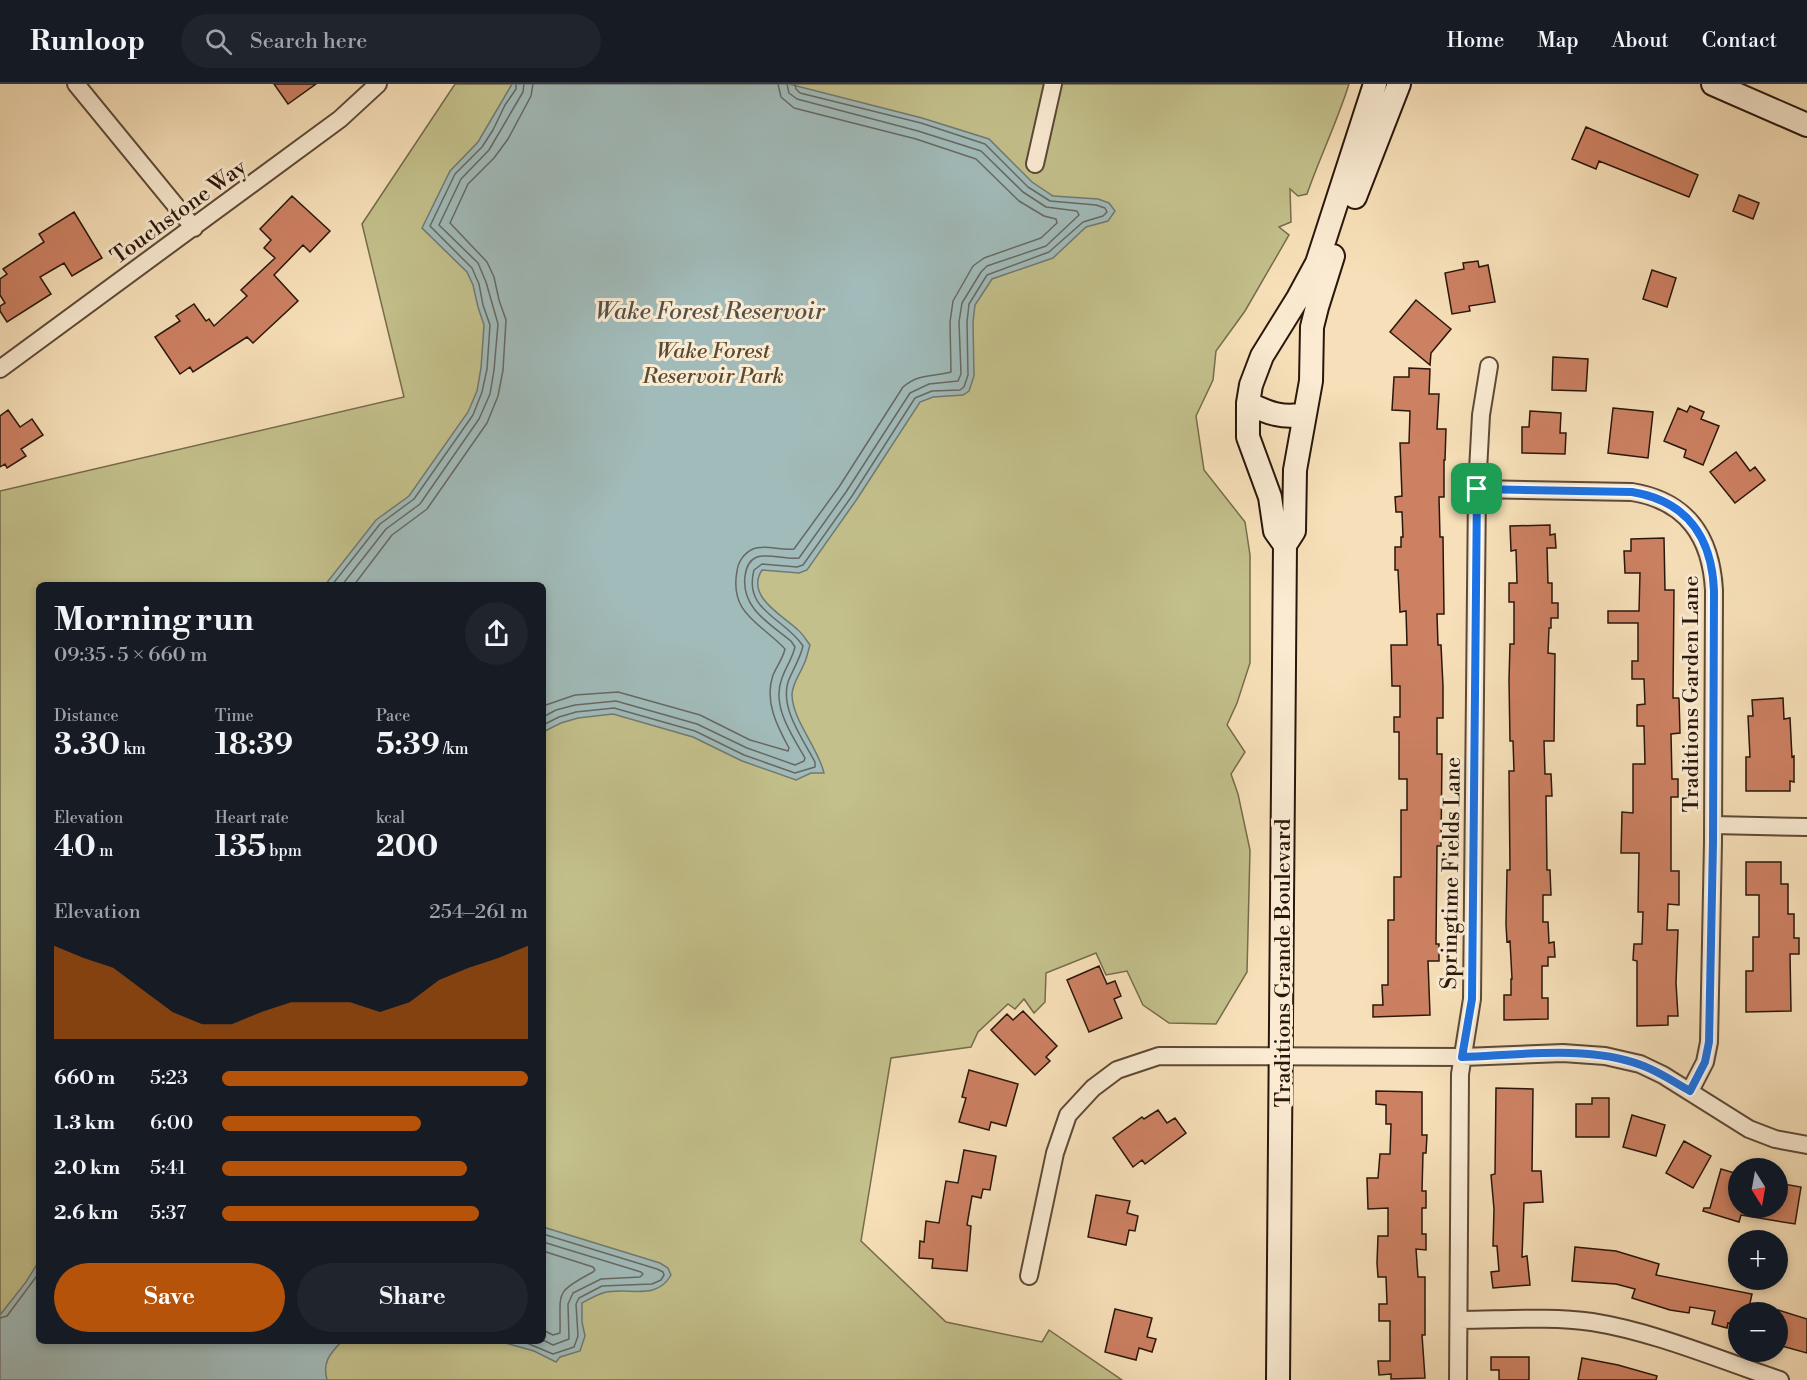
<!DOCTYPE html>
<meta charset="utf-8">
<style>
:root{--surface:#171b24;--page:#20242c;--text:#f1f3f6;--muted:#9ea1a6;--line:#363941;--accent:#b45309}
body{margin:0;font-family:"Libre Bodoni",serif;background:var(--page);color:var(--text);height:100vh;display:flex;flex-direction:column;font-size:22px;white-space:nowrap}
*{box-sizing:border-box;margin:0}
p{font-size:20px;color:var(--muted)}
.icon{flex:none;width:33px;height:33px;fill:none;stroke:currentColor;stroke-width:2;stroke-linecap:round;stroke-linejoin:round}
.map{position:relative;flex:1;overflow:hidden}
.side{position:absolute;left:36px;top:498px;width:510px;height:762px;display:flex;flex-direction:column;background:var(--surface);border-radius:9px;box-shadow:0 3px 9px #0003}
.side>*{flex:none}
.needle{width:39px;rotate:169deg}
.fabs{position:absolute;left:1728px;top:1074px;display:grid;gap:12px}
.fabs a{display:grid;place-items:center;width:60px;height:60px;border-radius:50%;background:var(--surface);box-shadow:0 3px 9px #0003;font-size:30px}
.pin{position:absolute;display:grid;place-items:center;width:51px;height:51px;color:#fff;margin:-26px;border-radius:12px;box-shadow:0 3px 9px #0006}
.round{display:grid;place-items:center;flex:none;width:63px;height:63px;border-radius:32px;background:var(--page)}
.head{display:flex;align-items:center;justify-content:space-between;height:102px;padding:0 18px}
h1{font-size:33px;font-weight:800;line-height:45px}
.figures{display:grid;grid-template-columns:repeat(3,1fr);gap:9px;height:102px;padding:6px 18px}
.figures div{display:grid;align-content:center}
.figures b{font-size:30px;font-weight:800}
.figures small{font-size:16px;font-weight:400}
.figures p{font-size:16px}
.chart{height:168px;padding:12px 18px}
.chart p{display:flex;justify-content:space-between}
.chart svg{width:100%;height:108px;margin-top:6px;fill:var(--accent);opacity:.7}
.action{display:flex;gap:12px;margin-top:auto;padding:12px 18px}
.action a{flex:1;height:69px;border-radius:36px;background:var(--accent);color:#fff;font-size:24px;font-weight:800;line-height:69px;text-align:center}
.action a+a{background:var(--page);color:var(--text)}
ul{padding:0 18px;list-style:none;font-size:20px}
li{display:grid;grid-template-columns:96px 72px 1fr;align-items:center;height:45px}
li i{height:15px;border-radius:8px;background:var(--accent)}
header{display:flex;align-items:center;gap:36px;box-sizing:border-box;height:84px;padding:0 30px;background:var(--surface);border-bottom:2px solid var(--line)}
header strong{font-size:28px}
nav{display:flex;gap:33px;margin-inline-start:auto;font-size:21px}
.search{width:420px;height:54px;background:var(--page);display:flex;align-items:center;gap:15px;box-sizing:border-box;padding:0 21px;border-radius:33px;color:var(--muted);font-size:22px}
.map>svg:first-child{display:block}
.green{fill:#c3c08b;stroke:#766c4c;stroke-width:1.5;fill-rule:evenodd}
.water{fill:#a1bbba;stroke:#717974;stroke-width:1.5}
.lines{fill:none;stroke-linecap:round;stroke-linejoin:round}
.shore{stroke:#666963;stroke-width:1.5}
.building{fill:#cd8163;stroke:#2a170c;stroke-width:1.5}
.street-casing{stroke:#5d4937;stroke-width:20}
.secondary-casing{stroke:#2a170c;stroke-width:26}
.street{stroke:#faebd2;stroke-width:16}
.secondary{stroke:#faebd2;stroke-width:22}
.route-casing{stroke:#fff;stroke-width:12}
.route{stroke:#1a73e8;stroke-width:8}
.labels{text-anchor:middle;stroke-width:6;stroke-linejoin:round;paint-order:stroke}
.street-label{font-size:22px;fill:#2a170c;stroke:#faebd2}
.park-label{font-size:22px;font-style:italic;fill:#584a32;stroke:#faebd2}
.water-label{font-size:24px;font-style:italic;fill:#545049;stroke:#faebd2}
</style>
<header>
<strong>Runloop</strong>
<div class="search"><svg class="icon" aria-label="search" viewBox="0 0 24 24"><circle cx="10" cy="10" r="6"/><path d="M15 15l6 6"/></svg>Search here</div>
<nav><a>Home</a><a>Map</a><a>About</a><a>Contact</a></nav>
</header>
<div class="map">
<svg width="1807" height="1296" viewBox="0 0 1807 1296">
<rect width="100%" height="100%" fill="#f7e0b9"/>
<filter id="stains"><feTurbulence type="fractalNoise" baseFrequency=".00333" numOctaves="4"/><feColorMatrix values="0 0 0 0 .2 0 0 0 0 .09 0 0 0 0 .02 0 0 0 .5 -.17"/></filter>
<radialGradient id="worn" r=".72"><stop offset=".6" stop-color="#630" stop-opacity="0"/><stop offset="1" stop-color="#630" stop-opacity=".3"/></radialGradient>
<path class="green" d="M455 0H1349C1337 38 1320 73 1307 110L1298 112 1290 105 1291 138 1279 143 1289 151 1245 227 1216 267 1213 296 1196 332 1204 386 1245 438 1250 471V579L1237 619 1227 641 1245 668 1231 690 1238 710 1250 766 1247 888 1216 940 1169 939 1143 921 1127 887 1106 891 1096 869 1046 889 1045 918 1034 929 1024 915 1015 925 1008 920 978 948 971 963 891 974 861 1157 946 1238 1042 1258 1049 1246 1122 1296H0V407L404 313 362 140ZM39 501H543V1257H39Z"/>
<path class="water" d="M512 0H789L922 34 989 55 1032 98 1053 112 1098 115 1109 119 1115 127 1108 137 1086 143 1053 174 992 195 975 221 973 238 974 292 969 307 963 311 933 313 920 318 857 415 807 486 799 489 762 486C745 512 782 531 798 546 803 550 806 556 810 561 808 567 807 574 804 580 800 590 793 598 792 610 792 636 818 663 824 689H811L796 696 742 677 693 653 613 630 578 634 561 639 543 648V501H325L376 436 409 412 468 328 477 307 481 284 484 241 478 223 473 201 467 188 422 144 450 87 478 58Z
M543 1143 660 1179 668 1184 671 1191C656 1218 627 1202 603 1209 596 1211 588 1216 582 1219V1238L585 1252 580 1267 560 1273 556 1278 534 1267 498 1257H543Z
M39 1177V1257H342C330 1270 322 1278 327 1296H0V1231L26 1198Z"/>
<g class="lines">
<path class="shore" d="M332 501 380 440 414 415 473 331 482 308 487 285 490 241 483 221 479 200 472 184 430 142 455 90 482 63 493 46 505 21 516 5V0
M342 501 386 445 420 420 479 335 490 310 494 286 498 240 486 198 478 179 439 141 461 95 489 66 523 8 524 0
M354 501 392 451 427 425 487 339 498 312 503 286 506 236 499 216 494 193 487 178 450 139 468 100 494 74 508 55 531 12 533 0
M543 622 575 611 618 608 700 631 750 656 788 667 789 664C777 642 764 617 773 591 777 582 783 574 785 565 761 539 729 530 737 487 738 478 744 469 753 465 765 460 781 467 794 465L839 403 903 303C919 289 933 293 951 288L950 238 953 217 973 182 984 174 1041 154 1057 139 1056 135 1044 132 1019 117 976 75 916 55 794 24 781 13 778 0
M543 633 556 626 575 621 616 617 697 640 747 664 795 681 804 677 805 674C792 651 771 622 782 594 786 583 792 575 795 563L791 557C769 539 741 524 745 492 746 484 749 476 757 473 769 469 786 476 799 474L846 408 910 309 929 300 958 297 961 290 959 238 962 219 981 188 987 182 1046 162 1079 131 1077 127 1046 123 1023 108 981 67 918 47 797 15 789 9 787 0
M543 641 559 633 576 628 614 624 695 647 744 671 795 689 815 683V678C803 655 780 625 788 598 793 585 800 575 803 562 785 534 743 527 754 486L762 480 797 483 803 481 852 412 915 314 932 307 960 306 964 303 968 291 967 238 969 220 987 191 1049 168 1083 138 1103 132 1107 128 1105 124 1096 121 1050 117 1028 103 985 60 921 39 800 9 796 5 795 0
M543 1158 641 1188 643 1190 640 1193 601 1195 573 1209 568 1220 569 1255 553 1261 543 1256
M543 1167 593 1183 595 1186 593 1188C553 1209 561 1208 560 1249L553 1251 543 1246
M0 1234 7 1232 39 1189
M522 1257 553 1270 574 1263 578 1252 576 1220 579 1214 602 1202 652 1200 661 1196 664 1191 663 1188 657 1185 543 1150"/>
</g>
<path class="building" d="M274 0H316L288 20Z
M1586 43 1698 91 1689 113 1599 77 1596 85 1572 75Z
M1739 111 1759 119 1753 135 1733 127Z
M292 112 330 147 310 168 303 161 274 191 298 217 253 259 247 253 193 288 190 283 180 290 155 253 180 237 176 232 194 220 206 237 209 235 214 242 247 212 241 206 275 174 264 164 271 156 260 145Z
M74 128 102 174 72 192 64 179 40 193 51 210 7 238 0 227V222L5 219 0 211V195L7 190 3 185 44 158 39 150Z
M1478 177 1479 183 1488 181 1495 218 1469 222 1470 227 1452 230 1445 189 1464 185 1463 179Z
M1652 186 1676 194 1667 223 1643 215Z
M1416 216 1451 245 1431 269 1430 281 1390 248Z
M1553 273 1588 275 1586 307 1552 306Z
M1409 284 1430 285 1429 310H1439L1437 345H1446L1445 376H1444V413H1439L1440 453H1443L1444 530H1437L1438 561H1441L1443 602V634H1437V670H1442L1441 762H1437L1436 860H1439V877H1428L1430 931 1373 933V921H1383L1382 901H1388V836H1394V793H1401V726H1407V695H1399V648H1394V633H1400V602H1392L1391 561H1407L1406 527 1400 528 1398 486H1395V463H1401V453H1403L1402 428H1396L1395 413 1402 412 1400 359H1409L1410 327 1392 326 1394 293H1409Z
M1690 322 1704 328 1701 335 1719 342 1703 381 1684 373 1686 366 1664 357 1678 324 1687 328Z
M1613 324 1653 328 1648 374 1608 369Z
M8 326 20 343 32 335 43 351 21 365 26 372 7 384 5 380 0 383V332Z
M1530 327 1561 329 1560 349H1566L1565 370 1522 369V343H1529Z
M1736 368 1750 387 1755 383 1765 396 1735 419 1710 388Z
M1550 441V451L1555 450 1556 464H1547L1548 499H1552V519H1558V534H1551V544H1549L1548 569 1555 570 1554 657H1544L1545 690H1551L1552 712H1546L1547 786H1550L1551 811H1543V838H1548L1549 859 1554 858 1555 873H1548V882H1542V914H1548V935L1504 936V911H1511V895H1512L1510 857 1507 858 1506 840 1507 786H1510L1509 687H1514L1513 657H1510L1509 596 1510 560H1514V518H1509V499H1517L1516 466 1511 467 1510 442Z
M1664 454 1665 506H1674L1673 614H1679L1680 649 1671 650 1672 695H1678V713H1671V787H1679V821L1668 820 1667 846H1678L1676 899 1678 932H1668V941L1637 942V877L1633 876 1634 860H1642L1643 828H1638L1639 769H1621L1622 728 1633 729V680H1645L1644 642H1637V621L1645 620 1644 595H1632V577H1638V539H1608V527H1639L1640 489H1625L1624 467H1631V455Z
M1783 614 1784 635 1790 634 1792 673 1794 672V698L1790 697V707H1746V673H1750L1748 632H1753L1752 616Z
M1746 778H1781V800H1788V830H1794V854H1799V870H1790L1791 927 1746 928V887H1753V853H1759V811H1746Z
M1099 882 1107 900 1115 897 1121 912 1114 915 1122 934 1089 948 1067 896Z
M1023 927 1057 962 1046 973 1050 977 1035 991 991 946 1007 930 1013 936Z
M969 986 1018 1000 1006 1042 991 1038 989 1046 959 1038 966 1014 962 1013Z
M1496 1004 1533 1005 1532 1087H1541L1543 1118 1524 1119 1522 1173 1527 1172 1530 1201 1493 1204 1491 1188 1499 1187 1497 1162H1493L1494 1125 1491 1091 1495 1090Z
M1376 1007 1422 1008V1051H1427L1426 1069H1423L1422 1107H1426V1124H1422V1150H1426V1166L1416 1165 1418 1193H1425V1251H1422L1425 1294 1391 1295V1290L1379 1291 1378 1277H1390V1237H1379V1220H1387L1386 1193H1378L1377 1179 1378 1152H1388V1124L1368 1125 1367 1094H1378L1380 1070H1390L1391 1040H1386V1021L1376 1020Z
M1592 1014H1609V1053H1576V1020H1592Z
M1158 1026 1167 1039 1175 1034 1186 1049 1145 1080 1142 1076 1133 1083 1113 1054 1142 1033 1144 1035Z
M1632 1031 1665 1041 1656 1072 1623 1063Z
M1684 1057 1711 1072 1693 1104 1666 1089Z
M964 1066 996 1072 990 1106 983 1105 981 1114 972 1112 967 1141 971 1142 967 1187 932 1184 933 1175 919 1174 920 1157 924 1158 926 1137 939 1139 946 1097 958 1099Z
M1721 1085 1738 1090V1124H1778V1099L1801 1103 1795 1140 1741 1131 1739 1138 1703 1127 1704 1124H1710Z
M1096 1111 1130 1117 1127 1129 1138 1132 1135 1147 1129 1146 1126 1161 1088 1153Z
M1575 1163 1616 1167 1659 1180 1656 1191 1752 1210 1748 1228H1738V1241L1728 1239 1727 1244 1712 1240 1715 1227 1690 1223 1689 1229 1670 1226 1632 1214 1635 1205 1616 1200 1572 1197Z
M1115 1225 1152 1234 1147 1253 1156 1255 1152 1268 1139 1264 1136 1276 1105 1268Z
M1778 1226 1807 1235V1269L1778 1261Z
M1491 1273H1529V1296H1499V1286H1491Z
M1582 1274 1618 1281 1657 1292 1656 1296H1578Z"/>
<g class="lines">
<defs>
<path id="street" d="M76 0 194 144
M1035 80 1053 0
M0 285 340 35 378 0
M1477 405 1632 408C1687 417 1711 453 1714 506L1713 758 1709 958 1705 978 1690 1007
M1713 741 1807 743
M1029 1192 1055 1069 1068 1031 1093 1004 1117 986 1159 972 1463 973 1563 969 1605 972 1640 980 1663 991 1749 1045 1775 1055 1807 1061
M1459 1236C1501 1236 1550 1232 1592 1238 1655 1248 1720 1276 1780 1296
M1458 1296 1460 990 1472 915 1477 405 1481 331 1489 282"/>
<path id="secondary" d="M1713 0 1807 41
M1355 113 1399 0
M1248 319C1267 329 1284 335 1305 330
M1285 461 1294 447 1295 386 1311 297 1312 243 1317 223 1333 172
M1278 1296 1285 461 1275 447 1270 413 1248 353V319L1251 301 1262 272 1298 214 1317 179 1375 0"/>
</defs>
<use href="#street" class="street-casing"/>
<use href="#secondary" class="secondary-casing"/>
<use href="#street" class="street"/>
<use href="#secondary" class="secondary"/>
</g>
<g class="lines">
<defs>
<path id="route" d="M1477 405 1632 408C1687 417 1712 453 1714 507L1713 758 1709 958 1705 978 1690 1007C1674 998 1658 987 1641 981 1589 961 1518 971 1462 973L1472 915Z"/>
</defs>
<use href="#route" class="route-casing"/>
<use href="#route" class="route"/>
</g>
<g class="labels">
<g class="street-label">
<text transform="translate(178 127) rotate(-36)" y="8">Touchstone Way</text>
<text transform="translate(1690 610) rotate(-90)" y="8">Traditions Garden Lane</text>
<text transform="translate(1450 789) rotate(-89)" y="8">Springtime Fields Lane</text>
<text transform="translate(1282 879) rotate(-90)" y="8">Traditions Grande Boulevard</text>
</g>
<g class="park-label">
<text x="713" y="274">Wake Forest<tspan x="713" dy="25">Reservoir Park</tspan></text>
</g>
<g class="water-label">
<text x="710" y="235">Wake Forest Reservoir</text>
</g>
</g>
<rect width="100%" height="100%" filter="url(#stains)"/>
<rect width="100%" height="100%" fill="url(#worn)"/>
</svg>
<div class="fabs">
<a><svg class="needle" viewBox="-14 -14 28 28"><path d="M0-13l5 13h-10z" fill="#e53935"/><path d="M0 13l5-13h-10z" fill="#9ea1a6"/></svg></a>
<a>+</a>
<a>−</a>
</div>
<div class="pin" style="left:1477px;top:405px;background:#1e9e55"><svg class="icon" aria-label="arrive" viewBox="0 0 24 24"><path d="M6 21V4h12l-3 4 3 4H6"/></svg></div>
<section class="side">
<div class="head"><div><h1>Morning run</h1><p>09:35 · 5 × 660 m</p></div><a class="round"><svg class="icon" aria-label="share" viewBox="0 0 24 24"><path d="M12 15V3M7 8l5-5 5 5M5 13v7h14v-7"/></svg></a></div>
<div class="figures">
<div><p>Distance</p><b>3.30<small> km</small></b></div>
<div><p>Time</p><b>18:39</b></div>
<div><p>Pace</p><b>5:39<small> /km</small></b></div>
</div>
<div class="figures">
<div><p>Elevation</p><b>40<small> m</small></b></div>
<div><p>Heart rate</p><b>135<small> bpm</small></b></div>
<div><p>kcal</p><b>200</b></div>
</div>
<div class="chart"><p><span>Elevation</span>254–261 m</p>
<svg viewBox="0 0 160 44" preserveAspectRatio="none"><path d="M0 44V6L10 11L20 15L30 24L40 33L50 38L60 38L70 33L80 29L90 29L100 29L110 33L120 29L130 20L140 15L150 11L160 6V44z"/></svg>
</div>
<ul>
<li><b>660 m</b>5:23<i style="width:100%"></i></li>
<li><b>1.3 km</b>6:00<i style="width:65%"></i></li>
<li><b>2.0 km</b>5:41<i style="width:80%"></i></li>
<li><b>2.6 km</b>5:37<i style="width:84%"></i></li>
</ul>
<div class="action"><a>Save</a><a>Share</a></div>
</section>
</div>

[Exercise directions]:
Throughout the material above, find each line with "Elevation" and return it.

[Your response]:
<div><p>Elevation</p><b>40<small> m</small></b></div>
<div class="chart"><p><span>Elevation</span>254–261 m</p>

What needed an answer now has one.